Suing Insurance Company In Federal Court

When insurance lawyers file a lawsuit that ends up in federal court, they have to make sure that the pleadings in the complaint will satisfy federal court pleading guidelines or they will end up being kicked out of court.  This is illustrated in a case from the Southern District of Texas, Houston Division.  It is styled, 9520 Homestead, LLC v. Westchester Surplus Lines Insurance Company.

This lawsuit arises from an allegation by 9520 that Westchester’s adjuster conducted a substandard investigation and inspection of 9520’s property after the property was damaged in a hurricane.  Based on the substandard investigation, the adjuster’s report undervalued the claim and failed to include all of the damages and thus, Westchester violated various sections of the Texas Insurance Code.
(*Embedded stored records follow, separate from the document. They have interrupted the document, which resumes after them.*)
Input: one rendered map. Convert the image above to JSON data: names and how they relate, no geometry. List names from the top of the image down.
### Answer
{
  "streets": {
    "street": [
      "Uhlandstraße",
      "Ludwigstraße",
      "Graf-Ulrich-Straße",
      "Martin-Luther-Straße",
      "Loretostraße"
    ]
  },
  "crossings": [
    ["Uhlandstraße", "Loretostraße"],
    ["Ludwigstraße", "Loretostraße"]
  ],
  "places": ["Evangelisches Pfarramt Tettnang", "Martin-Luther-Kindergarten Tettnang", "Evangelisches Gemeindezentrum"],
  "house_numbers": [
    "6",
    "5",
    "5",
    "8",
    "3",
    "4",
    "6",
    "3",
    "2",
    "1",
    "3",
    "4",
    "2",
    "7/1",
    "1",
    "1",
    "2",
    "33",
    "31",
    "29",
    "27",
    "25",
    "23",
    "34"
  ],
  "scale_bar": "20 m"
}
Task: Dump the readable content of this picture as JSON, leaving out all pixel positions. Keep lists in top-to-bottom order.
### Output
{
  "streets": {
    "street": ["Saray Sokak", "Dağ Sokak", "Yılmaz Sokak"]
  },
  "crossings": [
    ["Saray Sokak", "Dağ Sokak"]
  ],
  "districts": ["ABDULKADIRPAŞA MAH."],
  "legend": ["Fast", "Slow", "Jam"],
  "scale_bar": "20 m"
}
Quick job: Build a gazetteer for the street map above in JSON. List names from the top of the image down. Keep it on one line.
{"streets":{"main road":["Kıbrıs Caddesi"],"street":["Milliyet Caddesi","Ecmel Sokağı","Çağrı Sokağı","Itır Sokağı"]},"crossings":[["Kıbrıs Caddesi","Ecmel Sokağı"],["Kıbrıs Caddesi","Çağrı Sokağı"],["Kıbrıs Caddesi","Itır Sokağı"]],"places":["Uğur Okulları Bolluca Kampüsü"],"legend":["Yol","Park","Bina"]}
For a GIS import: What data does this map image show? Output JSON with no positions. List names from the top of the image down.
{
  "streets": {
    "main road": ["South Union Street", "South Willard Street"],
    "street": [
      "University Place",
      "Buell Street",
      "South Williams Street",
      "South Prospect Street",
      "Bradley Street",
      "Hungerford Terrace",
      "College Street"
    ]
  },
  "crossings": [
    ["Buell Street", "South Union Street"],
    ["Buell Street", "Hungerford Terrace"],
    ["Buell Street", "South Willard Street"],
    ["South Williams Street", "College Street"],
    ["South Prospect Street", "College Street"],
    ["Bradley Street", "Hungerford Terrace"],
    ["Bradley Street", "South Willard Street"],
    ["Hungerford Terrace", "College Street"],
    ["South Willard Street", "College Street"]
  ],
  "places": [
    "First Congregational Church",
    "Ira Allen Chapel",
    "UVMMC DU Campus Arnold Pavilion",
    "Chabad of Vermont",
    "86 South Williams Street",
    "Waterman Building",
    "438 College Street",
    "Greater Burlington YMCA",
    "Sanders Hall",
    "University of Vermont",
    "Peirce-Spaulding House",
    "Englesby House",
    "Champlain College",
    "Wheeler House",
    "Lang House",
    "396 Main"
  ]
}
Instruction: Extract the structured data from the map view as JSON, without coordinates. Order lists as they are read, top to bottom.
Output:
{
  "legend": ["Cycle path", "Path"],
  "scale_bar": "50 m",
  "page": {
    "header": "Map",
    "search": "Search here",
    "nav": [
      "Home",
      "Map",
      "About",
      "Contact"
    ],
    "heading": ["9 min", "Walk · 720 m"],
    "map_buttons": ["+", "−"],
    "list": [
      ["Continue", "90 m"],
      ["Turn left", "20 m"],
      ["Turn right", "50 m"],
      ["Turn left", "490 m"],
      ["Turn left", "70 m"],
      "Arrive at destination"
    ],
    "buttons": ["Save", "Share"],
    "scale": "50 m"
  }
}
Under Rule 8 of the Federal Rules of Civil Procedure, a pleading must contain “a short and plain statement of the claim showing that the pleader is entitled to relief.”  The complaint need not contain detailed factual allegations, but it must include more than an unadorned, the-defendant-unlawfully-harmed-me accusation.

When a complaint does not meet the pleading requirements of Rule 8, Rule 12(b)(6) authorizes dismissal of a civil action for failure to state a claim upon which relief can be granted.  To survive a motion to dismiss, the complaint must articulate the plaintiffs grounds for entitlement to relief-including factual allegations that when assumed to be true raise a right to relief above the speculative level.  Stated otherwise, in order to withstand a motion to dismiss, a complaint must contain sufficient factual matter, accepted as true, to state a claim for relief that is plausible on its face.  A claim for relief is plausible on its face when the plaintiff pleads factual content that allows the court to draw the reasonable inference that the defendant is liable for the misconduct alleged.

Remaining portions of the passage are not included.